Heraclius set out first to fund this last-ditch effort by slashing administrative costs, raising taxes, melting down precious metals from monuments and churches (including the Hagia Sophia). Next, he consolidated what remained of the Roman military under a single command, likely believing that concentrating his numbers was his only hope to win a war that would likely require multiple consecutive victories. 

Over the next several years, Heraclius’ campaign would first push east, then south, scoring multiple defeats against Sassanian forces, who were usually split for strategic and logistical flexibility. By maneuvering and positioning his army smartly, Heraclius almost always avoided facing multiple Sassanian columns simultaneously. This way the Romans outnumbered their opponents and were able to repeatedly beat Khosrow’s armies, and push farther south, threatening the Iranian heartland (modern-day Iraq). 

In response, one of the Sassanian columns struck west to invest Constantinople directly with the aid of the longtime Roman enemies the Avars, along with assorted Slavic clients of the Avars. But due to the absolute superiority of the Roman Navy and the nigh-invincible Theodosian Walls, the Roman capital weathered the siege. The Avars, unable to sustain the siege after months of unsuccessful assaults, eventually pulled back.

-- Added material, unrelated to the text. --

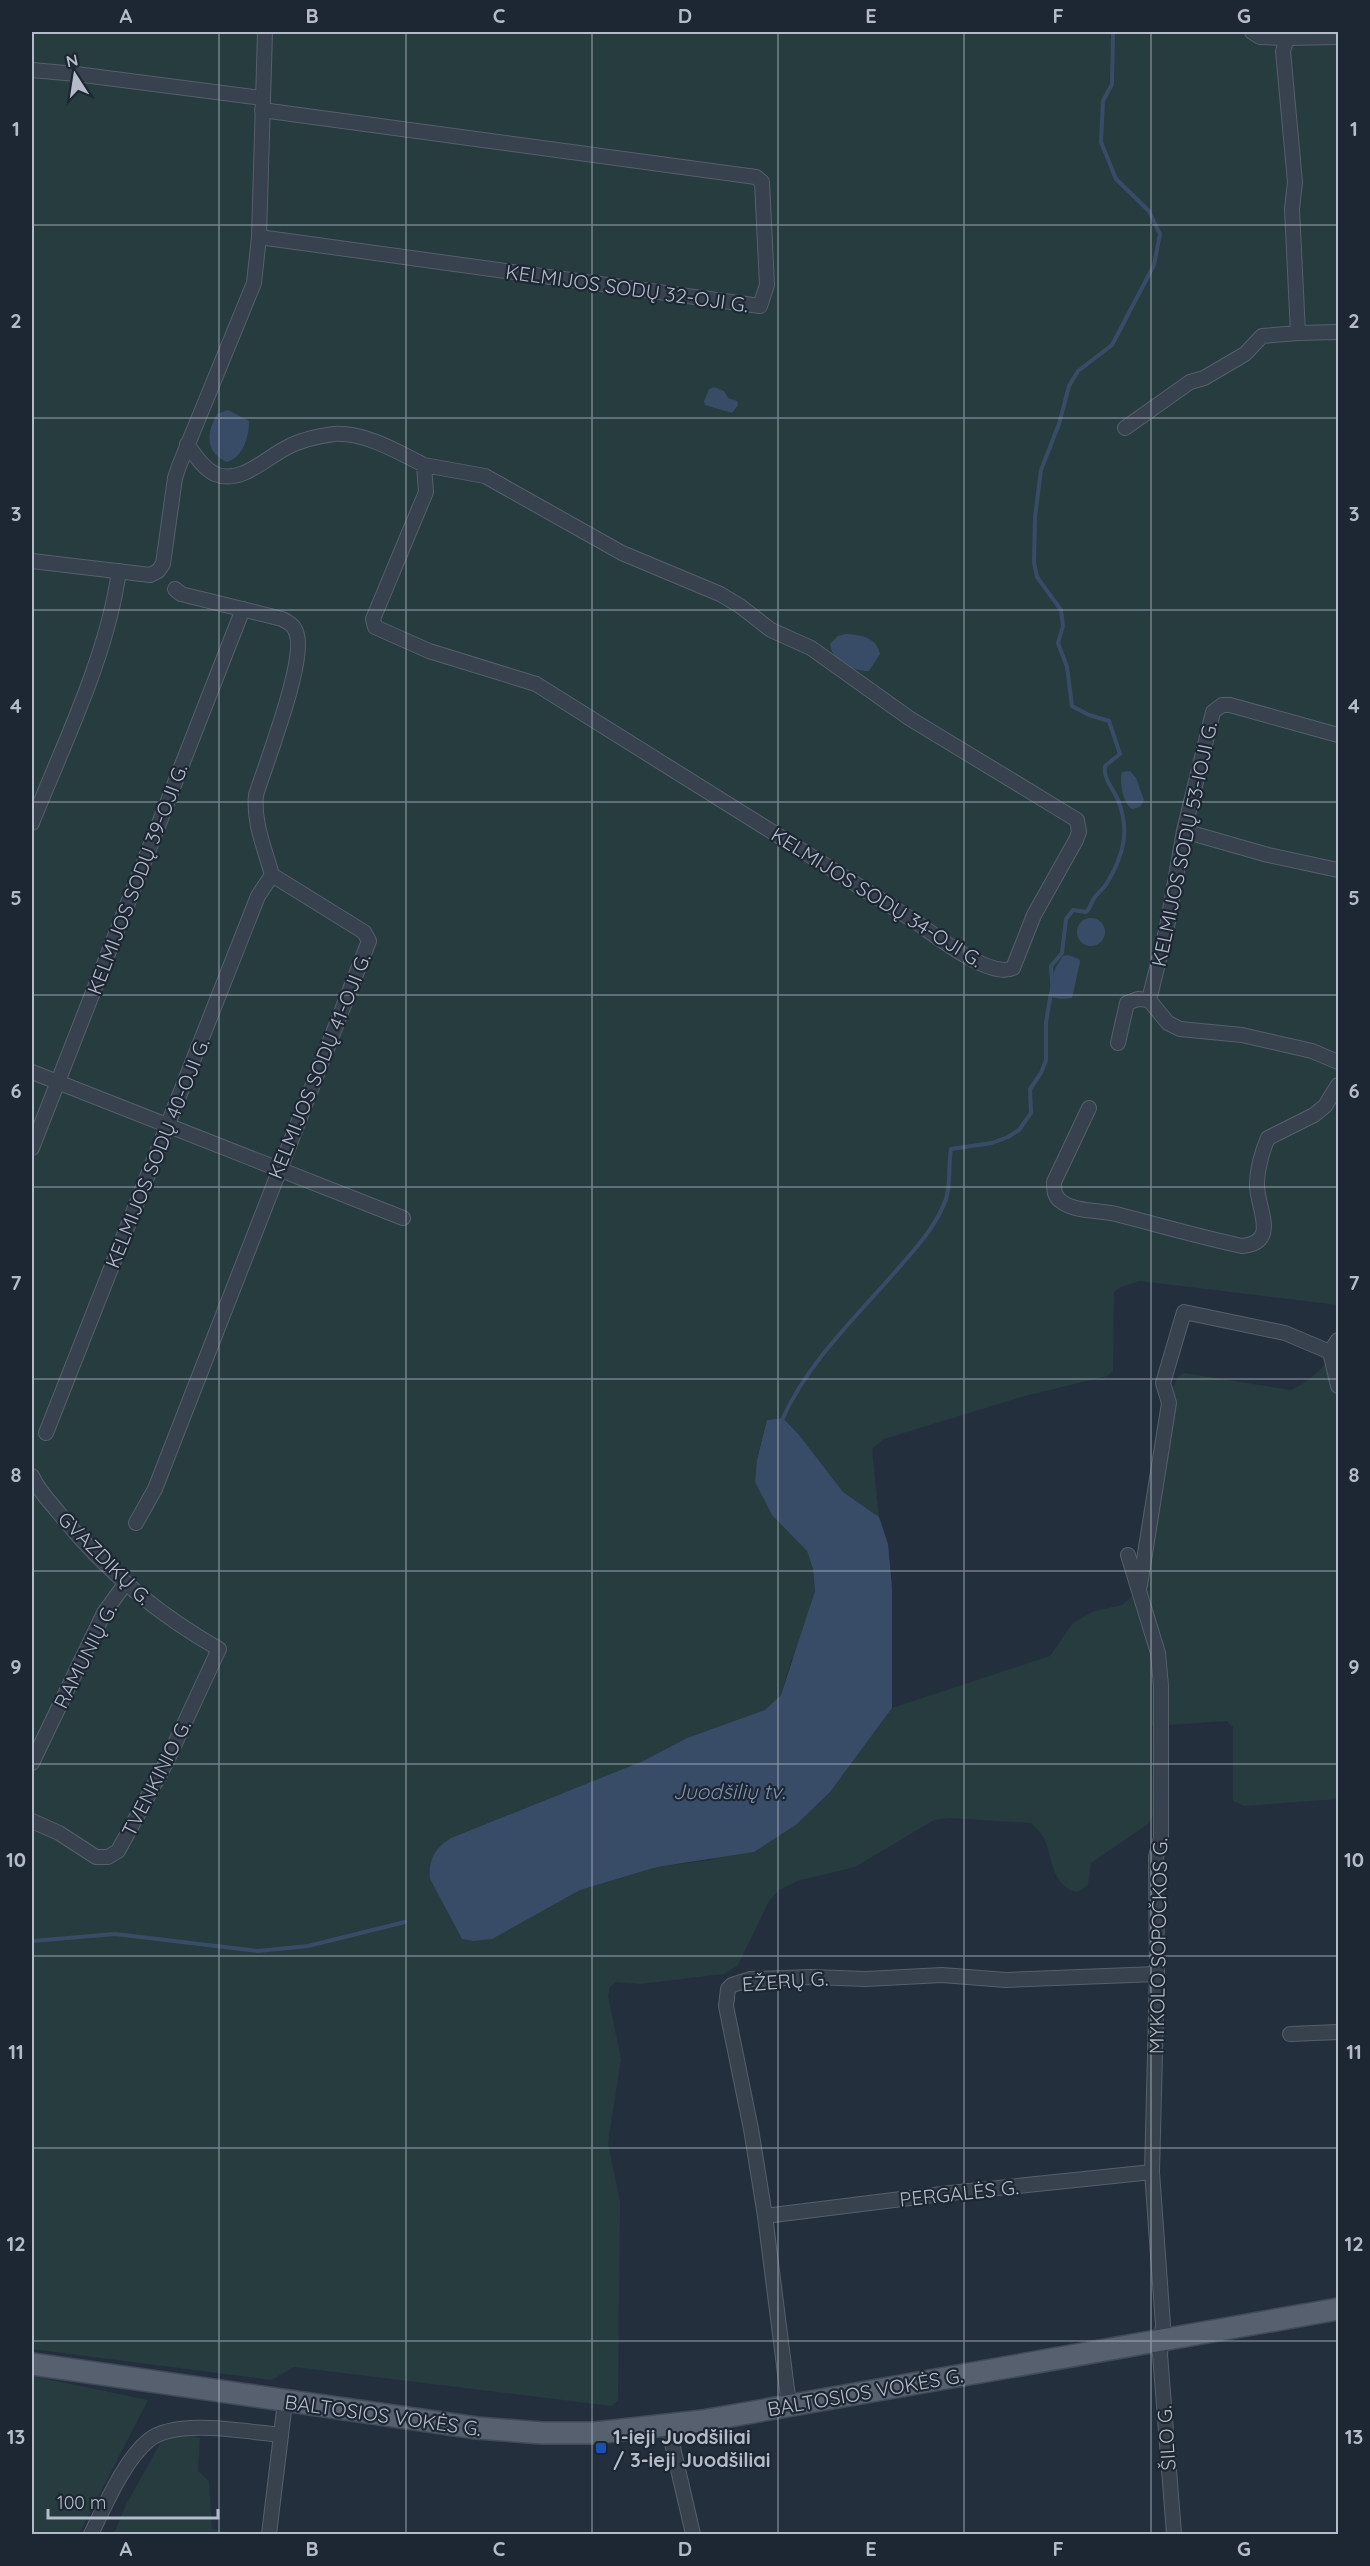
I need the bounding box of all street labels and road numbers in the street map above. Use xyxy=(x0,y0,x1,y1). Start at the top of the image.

This first major test of Constantinople’s siege defenses would prove prescient as the city would go unconquered for nearly a millennium.

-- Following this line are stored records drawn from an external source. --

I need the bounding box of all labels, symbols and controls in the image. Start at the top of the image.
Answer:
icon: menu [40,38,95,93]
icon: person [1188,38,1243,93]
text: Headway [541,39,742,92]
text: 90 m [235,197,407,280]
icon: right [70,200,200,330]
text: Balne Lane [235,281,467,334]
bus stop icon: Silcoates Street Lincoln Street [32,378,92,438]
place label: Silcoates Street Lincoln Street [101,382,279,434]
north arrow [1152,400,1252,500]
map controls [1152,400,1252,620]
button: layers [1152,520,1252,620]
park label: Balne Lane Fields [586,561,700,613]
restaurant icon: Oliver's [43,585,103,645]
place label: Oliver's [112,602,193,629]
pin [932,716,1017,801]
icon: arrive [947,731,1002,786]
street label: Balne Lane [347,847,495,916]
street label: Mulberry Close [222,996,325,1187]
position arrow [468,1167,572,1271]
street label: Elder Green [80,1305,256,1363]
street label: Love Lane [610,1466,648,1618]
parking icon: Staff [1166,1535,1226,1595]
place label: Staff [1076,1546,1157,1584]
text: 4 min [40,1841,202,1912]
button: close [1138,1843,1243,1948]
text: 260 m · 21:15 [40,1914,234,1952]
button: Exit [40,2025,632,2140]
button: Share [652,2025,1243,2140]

Following the successful defense of the capital, Heraclius initiated plans to extend his forces deeper into the Sassanian territory, while simultaneous attacks were waged on the Sassanian Empire’s eastern borders by the Romans’ newly-secured allies, a Turkic people referred to by Roman sources as the Khazars. With the momentum of multiple victories behind him, Heraclius penetrated into the Iranian heartland, defeating the last Sassanian field army in the area and even sacking one of Khosrow’s royal estates. 

Though the Romans would never go on to take the Sassanian capital at Ctesiphon, the string of defeats eventually led to the overthrow and execution of the shahanshah Khosrow II. Over the next decade, the Sassanians would themselves devolve into several ruinous cycles of civil war and succession crises, leaving them an easy and preoccupied target for the rising Caliphate.

The Rise of Islam

At almost the exact same time, the Arabian peninsula was rapidly unifying under Muhammad and Islam. This new religious tide, by the end of Heraclius’ campaign, had swept through most of the region, consolidating a region that had yet to show any kind of unity in recorded history.

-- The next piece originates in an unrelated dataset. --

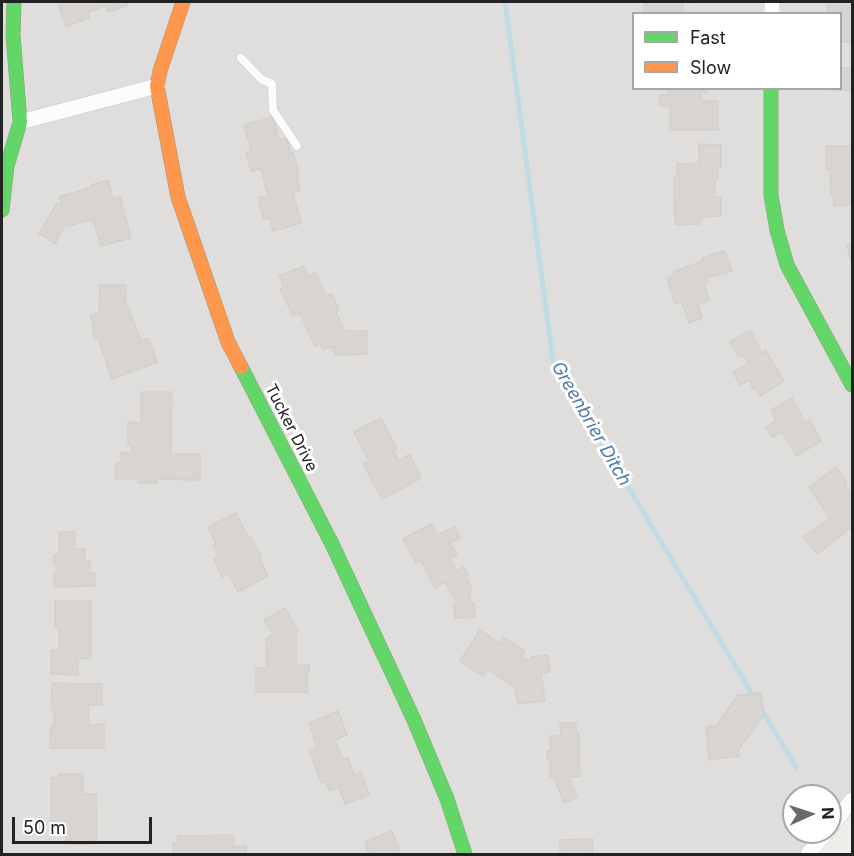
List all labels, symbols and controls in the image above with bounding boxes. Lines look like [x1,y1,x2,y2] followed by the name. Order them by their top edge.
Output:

Following Muhammad’s death, his successor Abu Bakr briefly had to go to work putting down several other claimants to preserve what was still a delicate alliance in the Arabian peninsula. 

With internal discord settled, at least for now, Abu Bakr turned to expand first towards Sassanian Persia, where Muslim armies under Khalid ibn al-Walid relatively easily swept aside the disorganized and unprepared Sassanians.